Cory Doctorow’s “Walkaway” – some comments

This post started as a Twitter thread – I’m reposting here to elaborate a bit (and fix some typos).

I recently  read  Cory Doctorow‘s novel “Walkaway”. It scathingly turns on the increasing inequality & proposes an anarchist-style rebellion consisting of people simply walking away and renouncing “default” society. It’s quite a page turner, and so definitely worth reading.

I have my difficulties with one plot point, though: The notion of gaining eternal(-ish) life by uploading your personality. First, I don’t think that will ever happen, technology-wise; second, I don’t think our personality, our being-as-human, makes any sense without a body.

“We” are not just spirit, not just reasoning and thought as located in Broca’s and Wernicke’s areas and the pre-frontal cortex, but are the result of processes all over the brain, in the limbic system and thalamus etc, all of which are strongly linked to our bodily functions.

In that sense, there doesn’t seem to be a well-defined “me” which can be reduced to pure spirit or to computation. “I”, the conscious me, is an interpretation, a kind of self-regulation mechanism as Maturana proposed with his autopoiesis, whose “location” is not definable.

Moreover, the actual practical problems involved in a “mind scan” are daunting and apparently unsolvable – there is no known non-destructive way of mapping out the neural connections in a living brain, and even if there were, the dynamics of different proteins and complex neurotransmitter mechanisms is still largely unknown.

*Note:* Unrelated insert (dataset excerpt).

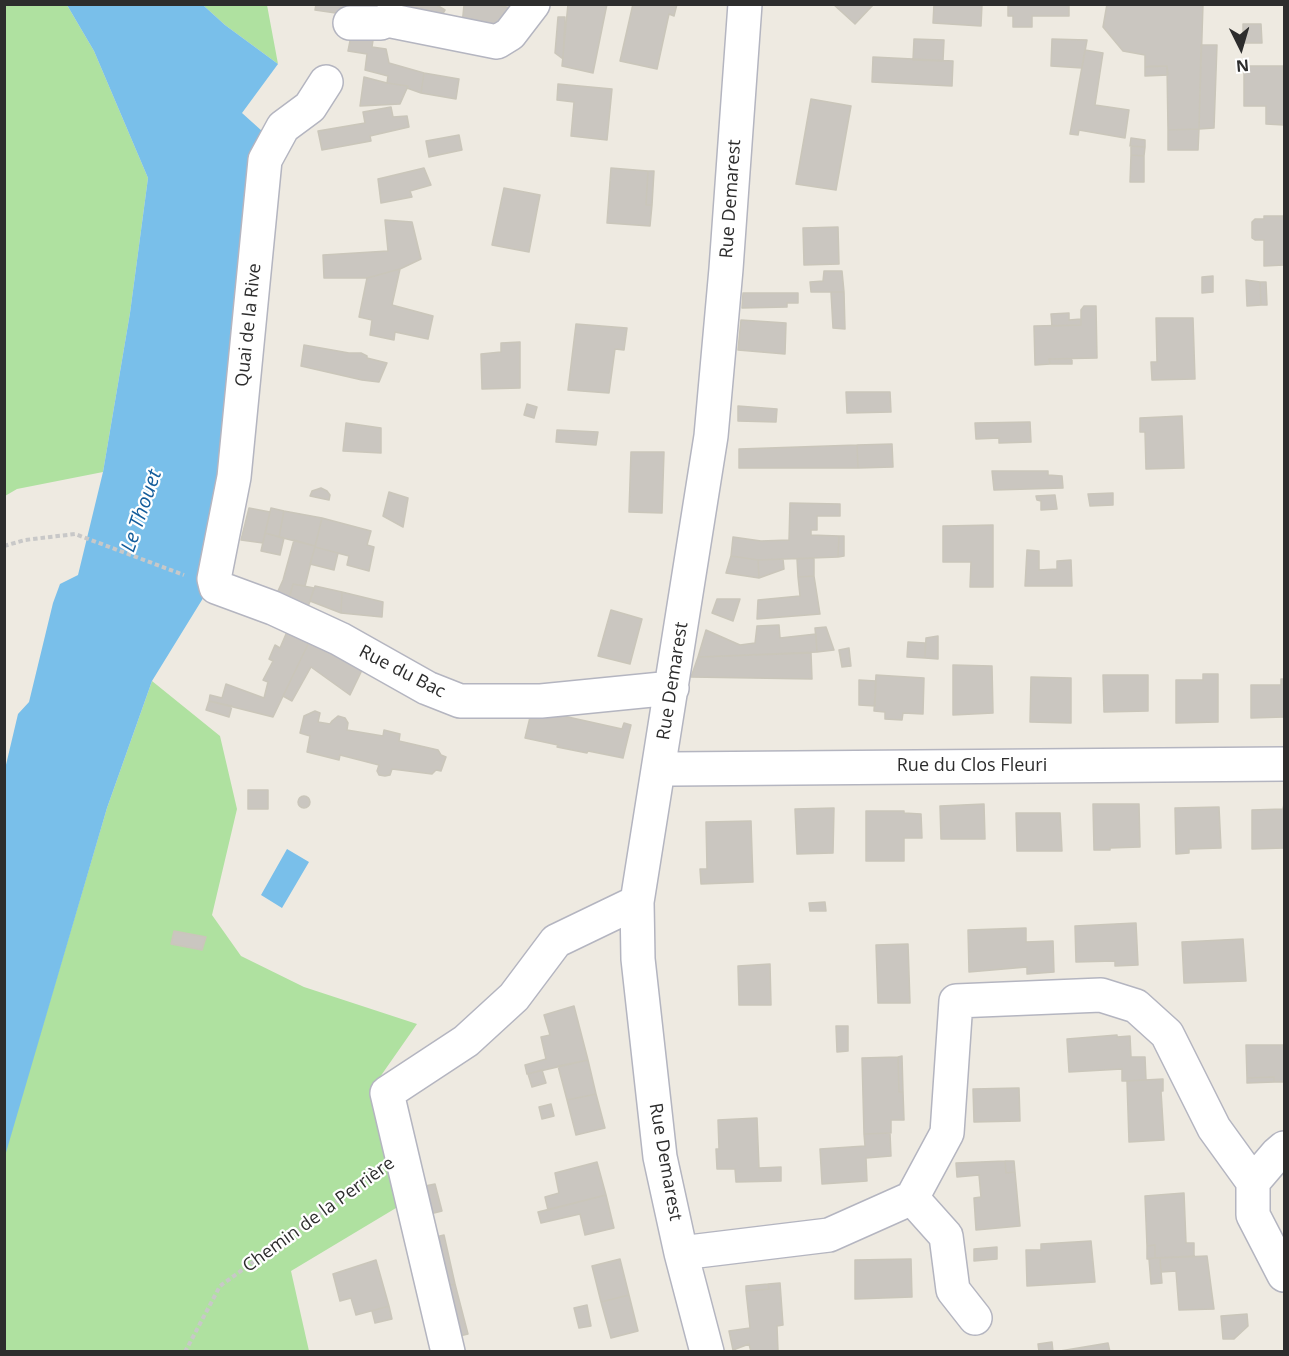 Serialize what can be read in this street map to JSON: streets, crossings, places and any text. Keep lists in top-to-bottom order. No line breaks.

Some of these problems might indeed be solved the next 50 years – the novel is set around 2070 –  but others, like the physical problems of probing molecular-sized networks with non-destructive methods (which may be impossible in principle due to Heisenberg’s indeterminacy relations and the wave/particle duality) and getting an actual electron microscope inside someone’s brain; and not least, the philosophical and neurological problem of what consciousness  even is don’t seem to going anywhere even in the next five hundred years. To put it another way, as a practical proposition (as opposed to say, as a thought experiment or a plot point in a science fiction novel) the notion of personality upload should not be taken seriously by any intelligent person – and this would, like space travel elsewhere, not be a problem with the novel if it weren’t for the fact that too many people actually do take the idea seriously these days.

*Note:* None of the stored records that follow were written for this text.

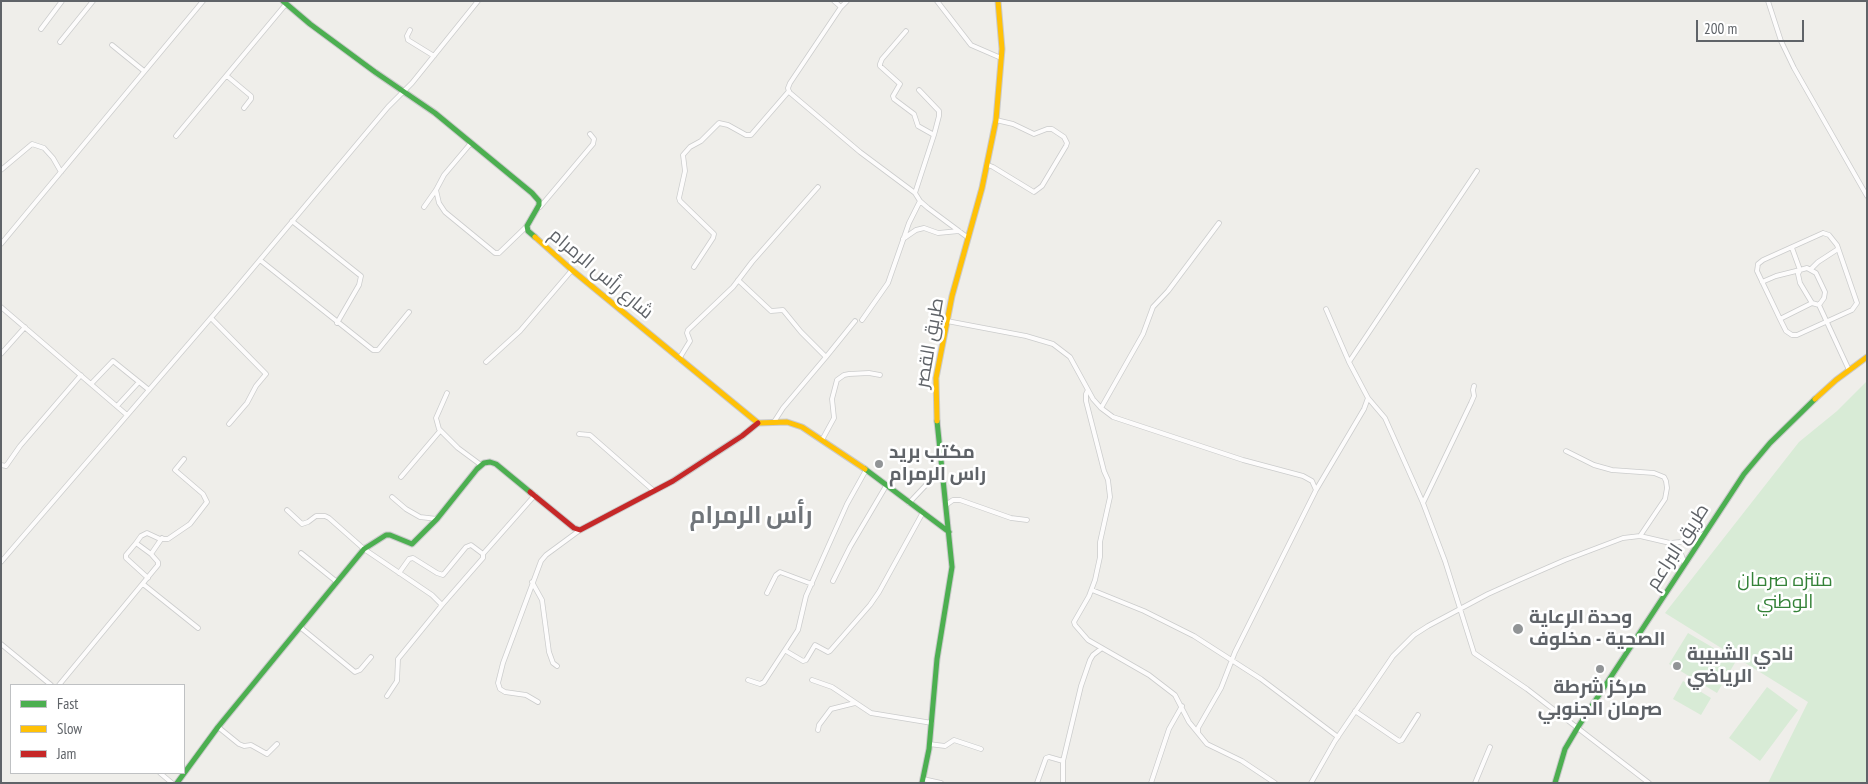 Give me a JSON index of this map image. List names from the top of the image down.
{
  "streets": {
    "street": ["شارع رأس الرمرام", "طريق القصر", "طريق البراعم"]
  },
  "districts": ["رأس الرمرام"],
  "parks": ["متنزه صرمان الوطني"],
  "places": [
    "مكتب بريد راس الرمرام",
    "وحدة الرعاية الصحية - مخلوف",
    "نادي الشبيبة الرياضي",
    "مركز شرطة صرمان الجنوبي"
  ],
  "legend": ["Fast", "Slow", "Jam"],
  "scale_bar": "200 m"
}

The idea of virtual communication as that of disembodied souls was important in the early Californian Internet community, as can be seen from Stewart Brand’s early focus on “out of body” experience in gamers. John Perry Barlow also liked to dwell on the idea, and it was often discussed in The Well, the early Californian message board. But as a theory of consciousness or of mind I think it’s a red herring.

We are our bodies, and death is here to stay, no matter how rich you are, or how willing to share all knowledge we become. Unfortunately, or maybe in fact fortunately.

I’m speaking of the novel here, not projecting any opinions in this regard on its author. The idea of gaining virtual immortality by  uploading your consciousness to a machine is, however, taken seriously by Silicon Valley Singularity prophets such as Ray Kurzweil, and in that sense it is almost disappointing that the incisively intelligent Doctorow, with his otherwise  crystal clear political and technological analyses, is so to speak validating this kind of speculative mumbo jumbo by presenting it as a serious option. People may, of course, already  gain some immortality by betrothing their thoughts, their ideas, their intellectual production, to future generations, as artists and writers have been doing for centuries, and in Doctorow’s defense, the literal (and not just infeasible, but impossible) immortality of uploaded minds is an excellent metaphor for the more traditional immortality of living on in the memories of your physical and intellectual descendants.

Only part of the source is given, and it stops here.